◆ PROBLEM TO SOLVE:
Scan the entries below and give the number of lines containing "bottom", with no accompanying words.

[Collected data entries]
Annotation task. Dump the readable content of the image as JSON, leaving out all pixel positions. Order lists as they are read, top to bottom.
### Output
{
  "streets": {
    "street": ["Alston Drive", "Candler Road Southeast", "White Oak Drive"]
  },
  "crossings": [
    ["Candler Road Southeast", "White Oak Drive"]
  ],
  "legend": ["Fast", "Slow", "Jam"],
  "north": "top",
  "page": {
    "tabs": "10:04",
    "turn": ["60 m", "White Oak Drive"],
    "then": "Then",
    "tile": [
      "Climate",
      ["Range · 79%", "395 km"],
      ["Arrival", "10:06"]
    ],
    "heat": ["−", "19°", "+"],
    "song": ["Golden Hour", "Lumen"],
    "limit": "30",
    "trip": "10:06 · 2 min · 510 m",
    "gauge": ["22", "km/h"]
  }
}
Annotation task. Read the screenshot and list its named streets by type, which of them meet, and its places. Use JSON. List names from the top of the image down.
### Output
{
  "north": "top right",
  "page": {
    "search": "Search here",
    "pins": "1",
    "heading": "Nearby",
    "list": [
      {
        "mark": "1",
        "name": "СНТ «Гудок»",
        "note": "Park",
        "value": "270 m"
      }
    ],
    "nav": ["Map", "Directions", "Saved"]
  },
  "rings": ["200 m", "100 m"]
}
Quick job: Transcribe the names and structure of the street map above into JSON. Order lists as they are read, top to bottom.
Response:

◆ TASK SOLUTION:
2